-- Material provided follows --

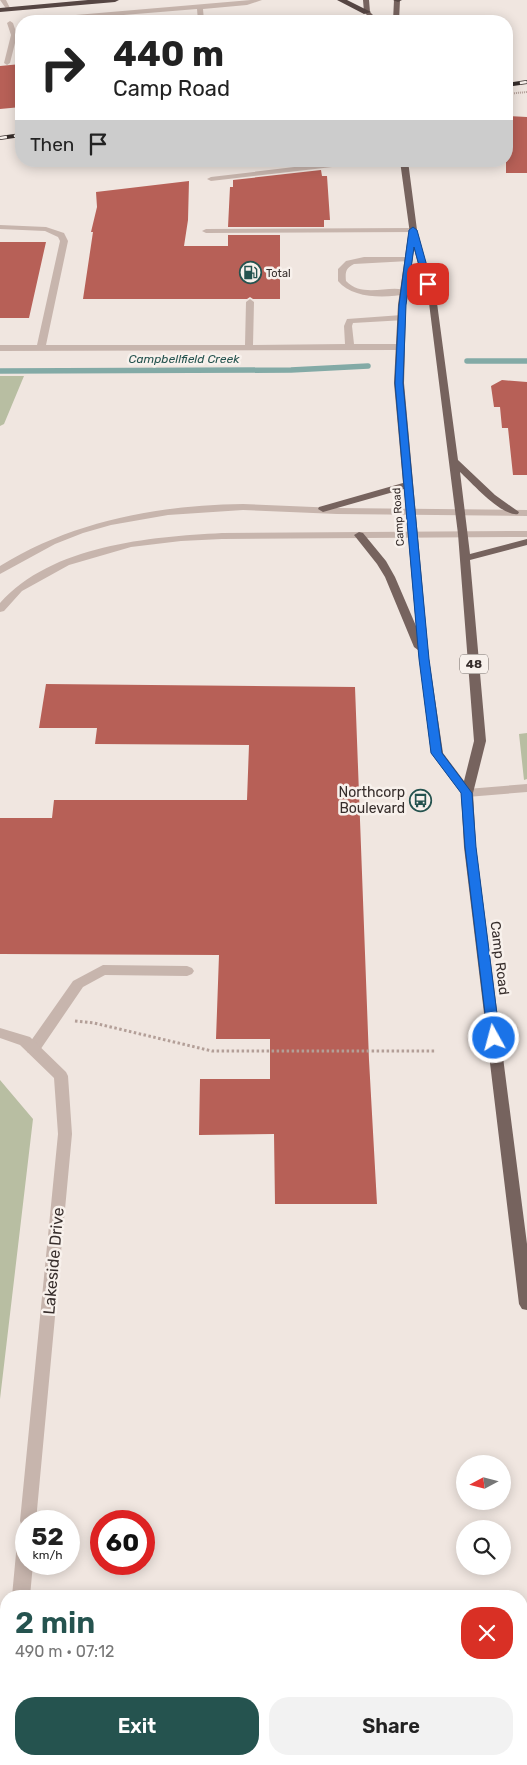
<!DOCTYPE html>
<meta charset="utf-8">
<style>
:root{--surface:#fff;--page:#f2f2f2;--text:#222;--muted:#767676;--accent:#25534f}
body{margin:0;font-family:Rubik,sans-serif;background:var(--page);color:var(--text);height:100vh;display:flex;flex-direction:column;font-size:19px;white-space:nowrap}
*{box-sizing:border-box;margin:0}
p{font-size:16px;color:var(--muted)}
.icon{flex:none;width:28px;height:28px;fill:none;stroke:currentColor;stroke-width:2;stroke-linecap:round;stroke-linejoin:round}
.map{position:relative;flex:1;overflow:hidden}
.panel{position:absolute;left:0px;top:1590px;width:528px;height:175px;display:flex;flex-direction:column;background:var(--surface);border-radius:20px 20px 0 0;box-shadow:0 2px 12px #0003}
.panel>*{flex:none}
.top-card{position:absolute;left:15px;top:15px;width:498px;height:152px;border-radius:20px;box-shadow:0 2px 12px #0003;background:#fff;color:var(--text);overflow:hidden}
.needle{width:32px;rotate:263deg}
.fabs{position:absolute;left:456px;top:1455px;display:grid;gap:10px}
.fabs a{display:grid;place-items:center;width:55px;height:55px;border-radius:50%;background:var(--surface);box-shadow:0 2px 12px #0003;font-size:25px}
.speed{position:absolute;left:15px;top:1510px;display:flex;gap:10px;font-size:25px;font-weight:700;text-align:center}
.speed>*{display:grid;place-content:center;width:65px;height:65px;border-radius:50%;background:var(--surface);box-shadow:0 2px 12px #0003;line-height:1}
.speed small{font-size:12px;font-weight:400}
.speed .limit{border:8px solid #d22;background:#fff;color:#111}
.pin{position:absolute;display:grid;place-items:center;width:42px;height:42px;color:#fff;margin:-21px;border-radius:10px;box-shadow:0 2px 8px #0006}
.me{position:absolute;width:55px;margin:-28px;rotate:353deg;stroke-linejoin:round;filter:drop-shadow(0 0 4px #0008)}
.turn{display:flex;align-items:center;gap:18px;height:105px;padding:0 15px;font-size:22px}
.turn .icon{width:65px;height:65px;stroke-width:2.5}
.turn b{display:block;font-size:35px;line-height:42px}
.then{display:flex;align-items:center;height:48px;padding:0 15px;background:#0003;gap:10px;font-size:19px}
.round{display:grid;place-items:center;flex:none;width:52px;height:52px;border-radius:20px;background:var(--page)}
.head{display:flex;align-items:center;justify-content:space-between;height:85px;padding:0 15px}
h1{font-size:30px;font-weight:600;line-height:38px;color:var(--accent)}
.button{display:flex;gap:10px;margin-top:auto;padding:10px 15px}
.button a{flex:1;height:58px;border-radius:20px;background:var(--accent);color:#fff;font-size:20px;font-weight:600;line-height:58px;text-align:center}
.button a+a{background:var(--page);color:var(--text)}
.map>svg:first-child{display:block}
.green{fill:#b8bea2}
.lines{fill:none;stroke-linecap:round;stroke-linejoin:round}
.stream{stroke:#83aaa6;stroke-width:5.5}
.building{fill:#b76057}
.path-far1{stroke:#b39f98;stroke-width:2;stroke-dasharray:1 1;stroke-linecap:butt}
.path{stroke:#b39f98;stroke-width:3;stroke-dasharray:2.5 2.5;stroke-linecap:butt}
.lane{fill:#c7b5ad;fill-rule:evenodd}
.street{fill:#c7b5ad;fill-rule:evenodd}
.primary{fill:#76635e;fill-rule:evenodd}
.highway{fill:#564643;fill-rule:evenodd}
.rail-casing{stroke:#362d2b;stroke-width:4}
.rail{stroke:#f8f1ec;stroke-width:2.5;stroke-dasharray:7;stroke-linecap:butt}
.route{fill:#1a73e8;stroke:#114b97}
.labels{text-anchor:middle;stroke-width:5;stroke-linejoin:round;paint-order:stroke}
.far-poi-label{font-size:11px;fill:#362d2b;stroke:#f8f1ec;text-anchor:start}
.far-street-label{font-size:11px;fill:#362d2b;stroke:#f8f1ec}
.far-water-label{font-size:12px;font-style:italic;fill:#25534f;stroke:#f8f1ec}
.shield{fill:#f8f1ec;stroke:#706865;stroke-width:1}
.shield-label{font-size:12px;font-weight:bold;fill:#362d2b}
.poi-label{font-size:14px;fill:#362d2b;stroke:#f8f1ec;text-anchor:end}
.street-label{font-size:14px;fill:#362d2b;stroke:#f8f1ec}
.near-street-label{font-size:16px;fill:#362d2b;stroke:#f8f1ec}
</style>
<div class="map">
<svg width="527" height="1765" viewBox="0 0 527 1765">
<rect width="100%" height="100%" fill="#f0e6e0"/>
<!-- green -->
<path class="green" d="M0,376H24L4,424L0,426Z
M527,733V779L524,780L519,734Z
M0,1080L33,1119L0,1399Z"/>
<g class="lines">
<!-- stream -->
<path class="stream" d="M467,361H527
M0,371L291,370L368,366"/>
</g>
<!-- building -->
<path class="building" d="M21,64V107L0,109V66Z
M506,116L527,117V173H506Z
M321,170L322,176H327L330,220H324V227H228L230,187H233V180Z
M189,181L188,220L184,246H228V235H280V299H253L250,297L247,299H83L93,232H91L97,207L96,192Z
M0,242H46L29,318H0Z
M502,380L527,382V475H513L508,428H502L500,407H494L491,386Z
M46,684L355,687L369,1060L377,1204H275L274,1134L199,1135L200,1079H270V1039H216L219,955L0,954V818H52L54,800H247L249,745L95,744L97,728H39Z"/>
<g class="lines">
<!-- path-far1 -->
<path class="path-far1" d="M506,94L527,92"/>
<!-- path -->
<path class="path" d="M75,1021L94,1023L212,1051H436"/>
<!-- lane -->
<path class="lane" d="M0,0H6L11,10H7Z
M251,0H262L247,5L203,9L204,21H198L197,9L50,21H26L29,19Z
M10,21L13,23L17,35L10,63L7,65L4,63L11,35L7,23Z
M345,161H371L367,163L211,181L207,179L211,177Z
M0,225L46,227L64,233L68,241L46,345H245L246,302L250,299L254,302L253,345L345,344L344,326L347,319L402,315L405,316V320L353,323L352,326L354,344H400L404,347L400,350L0,351V345H37L60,241L58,237L45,231L0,229Z
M413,228H416V232L206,233L202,231L206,229Z
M364,257H412L413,259L409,261L354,264C346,268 345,272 346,281C364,300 394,282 408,292L407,294C386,298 352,299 338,281V269L346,261Z
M103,965L187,966L192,968L194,971L192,974L187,976L105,975L83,987L38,1053H28L26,1049L28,1045L73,981Z"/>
<!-- street -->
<path class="street" d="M243,504L337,508L527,510V516L337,514L243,510L168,515L111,525L83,533L55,544L0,574V566C73,521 158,505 243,504Z
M527,531V537L222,539L181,541L131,547L69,565L22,591L4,611L0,612V603C52,545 149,537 222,533Z
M527,784V792L467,797L461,793L467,789Z
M0,1028L30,1037L66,1072L68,1076L72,1134L36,1521H26V1528L22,1527L20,1521L58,1134L54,1078L20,1045L0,1038Z
M26,1535V1564H33L30,1596H12L17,1543L20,1537Z
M6,1747V1759H15L14,1765H0V1749Z"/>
<!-- primary -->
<path class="primary" d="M363,0H369L370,12L379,21H373L364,12Z
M394,0H400L399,21H393Z
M400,161H408L417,230L437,303L458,460L495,495L519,512L518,514C502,517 471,482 460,472L470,554L527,539V545L470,560L486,741L473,793L476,847L527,1244V1310L522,1309L519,1304L464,847L461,793L431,753L418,650L414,647L385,577L377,564L354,535L359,532L363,533L386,561L395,577L416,626L404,489L323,512L318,509L319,507L403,483L394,383L398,305L408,236L410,234ZM414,249L429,303L458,534L474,741L464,781L443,753L429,659L404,383L406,305Z"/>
<!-- highway -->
<path class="highway" d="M88,0H119L115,2L0,12V8Z
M337,0H347L371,12L364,14Z
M393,0H402L398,2Z"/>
<defs>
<path id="rail" d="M506,85L527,82
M0,138L21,135"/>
</defs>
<!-- rail casing -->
<use href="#rail" class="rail-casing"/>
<!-- rail -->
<use href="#rail" class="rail"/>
</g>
<!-- route -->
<path class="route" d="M413,227L417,230L432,284L428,287L424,284L414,247L406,305L403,383L429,659L442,753L472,793L476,847L500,1038L498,1041H490L488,1038L465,847L461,793L431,753L419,659L395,383L399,305L409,230Z"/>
<!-- icons -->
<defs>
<symbol id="fuel-ring" viewBox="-11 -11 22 22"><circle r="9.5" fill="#f8f1ec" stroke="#25534f" stroke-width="1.5"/><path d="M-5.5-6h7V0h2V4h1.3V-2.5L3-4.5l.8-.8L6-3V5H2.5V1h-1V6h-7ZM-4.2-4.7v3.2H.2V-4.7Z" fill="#25534f"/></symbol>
<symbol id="bus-ring" viewBox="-11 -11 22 22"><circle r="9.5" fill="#f8f1ec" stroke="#25534f" stroke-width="1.5"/><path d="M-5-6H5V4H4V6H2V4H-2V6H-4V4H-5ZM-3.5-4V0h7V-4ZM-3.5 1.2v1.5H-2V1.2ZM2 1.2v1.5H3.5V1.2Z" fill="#25534f"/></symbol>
</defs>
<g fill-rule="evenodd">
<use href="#fuel-ring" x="238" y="260" width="25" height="25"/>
<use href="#bus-ring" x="408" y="788" width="25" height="25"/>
</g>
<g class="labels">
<!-- far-poi labels -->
<g class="far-poi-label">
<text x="266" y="277">Total</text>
</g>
<!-- far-street labels -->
<g class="far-street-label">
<text transform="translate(398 517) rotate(-94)" y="4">Camp Road</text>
</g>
<!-- far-water labels -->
<g class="far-water-label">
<text x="184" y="363">Campbellfield Creek</text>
</g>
<!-- shield labels -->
<rect class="shield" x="460" y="654.5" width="28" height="19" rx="4"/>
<g class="shield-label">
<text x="474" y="668">48</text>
</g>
<!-- poi labels -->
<g class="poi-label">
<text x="405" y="797">Northcorp<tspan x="405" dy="16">Boulevard</tspan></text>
</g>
<!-- street labels -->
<g class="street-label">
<text transform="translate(500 958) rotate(83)" y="5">Camp Road</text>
</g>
<!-- near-street labels -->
<g class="near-street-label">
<text transform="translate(53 1261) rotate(-85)" y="6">Lakeside Drive</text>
</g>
</g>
</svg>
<div class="fabs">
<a><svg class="needle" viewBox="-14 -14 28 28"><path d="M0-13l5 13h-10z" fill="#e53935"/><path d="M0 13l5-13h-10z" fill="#767676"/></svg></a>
<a><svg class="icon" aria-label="search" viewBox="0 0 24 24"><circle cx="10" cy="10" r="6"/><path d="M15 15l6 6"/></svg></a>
</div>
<div class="speed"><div>52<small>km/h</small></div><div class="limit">60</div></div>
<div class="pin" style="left:428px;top:284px;background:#d93025"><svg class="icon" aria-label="arrive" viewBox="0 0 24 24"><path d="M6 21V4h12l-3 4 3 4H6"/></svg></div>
<svg class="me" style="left:494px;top:1038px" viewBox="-20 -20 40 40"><circle r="17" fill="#1a73e8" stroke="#fff" stroke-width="3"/><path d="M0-11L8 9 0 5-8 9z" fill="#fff"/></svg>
<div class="top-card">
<div class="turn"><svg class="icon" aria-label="right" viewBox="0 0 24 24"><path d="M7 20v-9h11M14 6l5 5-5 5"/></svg><div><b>440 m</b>Camp Road</div></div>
<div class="then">Then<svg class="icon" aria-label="arrive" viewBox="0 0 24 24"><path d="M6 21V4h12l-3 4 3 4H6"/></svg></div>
</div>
<section class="panel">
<div class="head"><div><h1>2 min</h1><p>490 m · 07:12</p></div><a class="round" style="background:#d93025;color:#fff"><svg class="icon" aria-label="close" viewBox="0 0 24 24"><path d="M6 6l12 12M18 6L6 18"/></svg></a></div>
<div class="button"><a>Exit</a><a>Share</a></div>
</section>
</div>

-- Material provided concluded --

To do:
A single number is the answer here: the count of lines in the material above holding the string "fabs".

Result of the exercise:
3